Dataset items
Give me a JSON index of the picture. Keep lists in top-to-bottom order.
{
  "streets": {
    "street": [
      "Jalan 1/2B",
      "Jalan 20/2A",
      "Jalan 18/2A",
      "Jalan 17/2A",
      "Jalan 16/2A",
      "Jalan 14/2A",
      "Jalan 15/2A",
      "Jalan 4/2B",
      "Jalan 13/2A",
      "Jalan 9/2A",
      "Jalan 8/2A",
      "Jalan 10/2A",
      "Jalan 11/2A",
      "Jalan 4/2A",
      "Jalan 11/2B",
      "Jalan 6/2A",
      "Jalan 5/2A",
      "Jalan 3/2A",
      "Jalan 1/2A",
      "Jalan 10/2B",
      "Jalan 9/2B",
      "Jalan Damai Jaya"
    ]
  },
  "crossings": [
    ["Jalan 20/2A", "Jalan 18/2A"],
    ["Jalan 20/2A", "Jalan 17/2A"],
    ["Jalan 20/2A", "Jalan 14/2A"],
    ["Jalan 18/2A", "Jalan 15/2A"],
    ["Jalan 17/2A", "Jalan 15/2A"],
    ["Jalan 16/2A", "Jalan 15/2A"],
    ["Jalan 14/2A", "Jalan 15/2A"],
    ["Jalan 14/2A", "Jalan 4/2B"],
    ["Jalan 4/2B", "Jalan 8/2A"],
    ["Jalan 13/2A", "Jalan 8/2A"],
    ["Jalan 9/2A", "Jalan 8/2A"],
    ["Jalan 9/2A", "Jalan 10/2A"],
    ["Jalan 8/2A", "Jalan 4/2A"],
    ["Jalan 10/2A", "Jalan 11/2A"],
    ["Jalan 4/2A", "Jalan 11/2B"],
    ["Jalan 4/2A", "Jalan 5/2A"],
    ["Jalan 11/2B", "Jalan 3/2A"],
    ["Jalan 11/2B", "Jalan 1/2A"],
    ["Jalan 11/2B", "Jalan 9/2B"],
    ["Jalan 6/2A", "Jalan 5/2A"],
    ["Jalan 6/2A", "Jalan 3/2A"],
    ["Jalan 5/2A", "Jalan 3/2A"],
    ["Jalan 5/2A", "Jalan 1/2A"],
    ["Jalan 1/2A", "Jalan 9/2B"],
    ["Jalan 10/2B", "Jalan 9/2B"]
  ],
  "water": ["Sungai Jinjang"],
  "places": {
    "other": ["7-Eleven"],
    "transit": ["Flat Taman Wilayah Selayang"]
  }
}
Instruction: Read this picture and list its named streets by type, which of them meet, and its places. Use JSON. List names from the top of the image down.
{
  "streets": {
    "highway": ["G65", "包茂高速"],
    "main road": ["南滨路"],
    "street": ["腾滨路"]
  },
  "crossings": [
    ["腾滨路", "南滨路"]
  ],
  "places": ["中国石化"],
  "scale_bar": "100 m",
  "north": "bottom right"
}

— DIRECTIONS —
Set down each line of the data precisely as it appears above.

— WRITTEN ANSWER —
Give me a JSON index of the picture. Keep lists in top-to-bottom order.
{
  "streets": {
    "street": [
      "Jalan 1/2B",
      "Jalan 20/2A",
      "Jalan 18/2A",
      "Jalan 17/2A",
      "Jalan 16/2A",
      "Jalan 14/2A",
      "Jalan 15/2A",
      "Jalan 4/2B",
      "Jalan 13/2A",
      "Jalan 9/2A",
      "Jalan 8/2A",
      "Jalan 10/2A",
      "Jalan 11/2A",
      "Jalan 4/2A",
      "Jalan 11/2B",
      "Jalan 6/2A",
      "Jalan 5/2A",
      "Jalan 3/2A",
      "Jalan 1/2A",
      "Jalan 10/2B",
      "Jalan 9/2B",
      "Jalan Damai Jaya"
    ]
  },
  "crossings": [
    ["Jalan 20/2A", "Jalan 18/2A"],
    ["Jalan 20/2A", "Jalan 17/2A"],
    ["Jalan 20/2A", "Jalan 14/2A"],
    ["Jalan 18/2A", "Jalan 15/2A"],
    ["Jalan 17/2A", "Jalan 15/2A"],
    ["Jalan 16/2A", "Jalan 15/2A"],
    ["Jalan 14/2A", "Jalan 15/2A"],
    ["Jalan 14/2A", "Jalan 4/2B"],
    ["Jalan 4/2B", "Jalan 8/2A"],
    ["Jalan 13/2A", "Jalan 8/2A"],
    ["Jalan 9/2A", "Jalan 8/2A"],
    ["Jalan 9/2A", "Jalan 10/2A"],
    ["Jalan 8/2A", "Jalan 4/2A"],
    ["Jalan 10/2A", "Jalan 11/2A"],
    ["Jalan 4/2A", "Jalan 11/2B"],
    ["Jalan 4/2A", "Jalan 5/2A"],
    ["Jalan 11/2B", "Jalan 3/2A"],
    ["Jalan 11/2B", "Jalan 1/2A"],
    ["Jalan 11/2B", "Jalan 9/2B"],
    ["Jalan 6/2A", "Jalan 5/2A"],
    ["Jalan 6/2A", "Jalan 3/2A"],
    ["Jalan 5/2A", "Jalan 3/2A"],
    ["Jalan 5/2A", "Jalan 1/2A"],
    ["Jalan 1/2A", "Jalan 9/2B"],
    ["Jalan 10/2B", "Jalan 9/2B"]
  ],
  "water": ["Sungai Jinjang"],
  "places": {
    "other": ["7-Eleven"],
    "transit": ["Flat Taman Wilayah Selayang"]
  }
}
Instruction: Read this picture and list its named streets by type, which of them meet, and its places. Use JSON. List names from the top of the image down.
{
  "streets": {
    "highway": ["G65", "包茂高速"],
    "main road": ["南滨路"],
    "street": ["腾滨路"]
  },
  "crossings": [
    ["腾滨路", "南滨路"]
  ],
  "places": ["中国石化"],
  "scale_bar": "100 m",
  "north": "bottom right"
}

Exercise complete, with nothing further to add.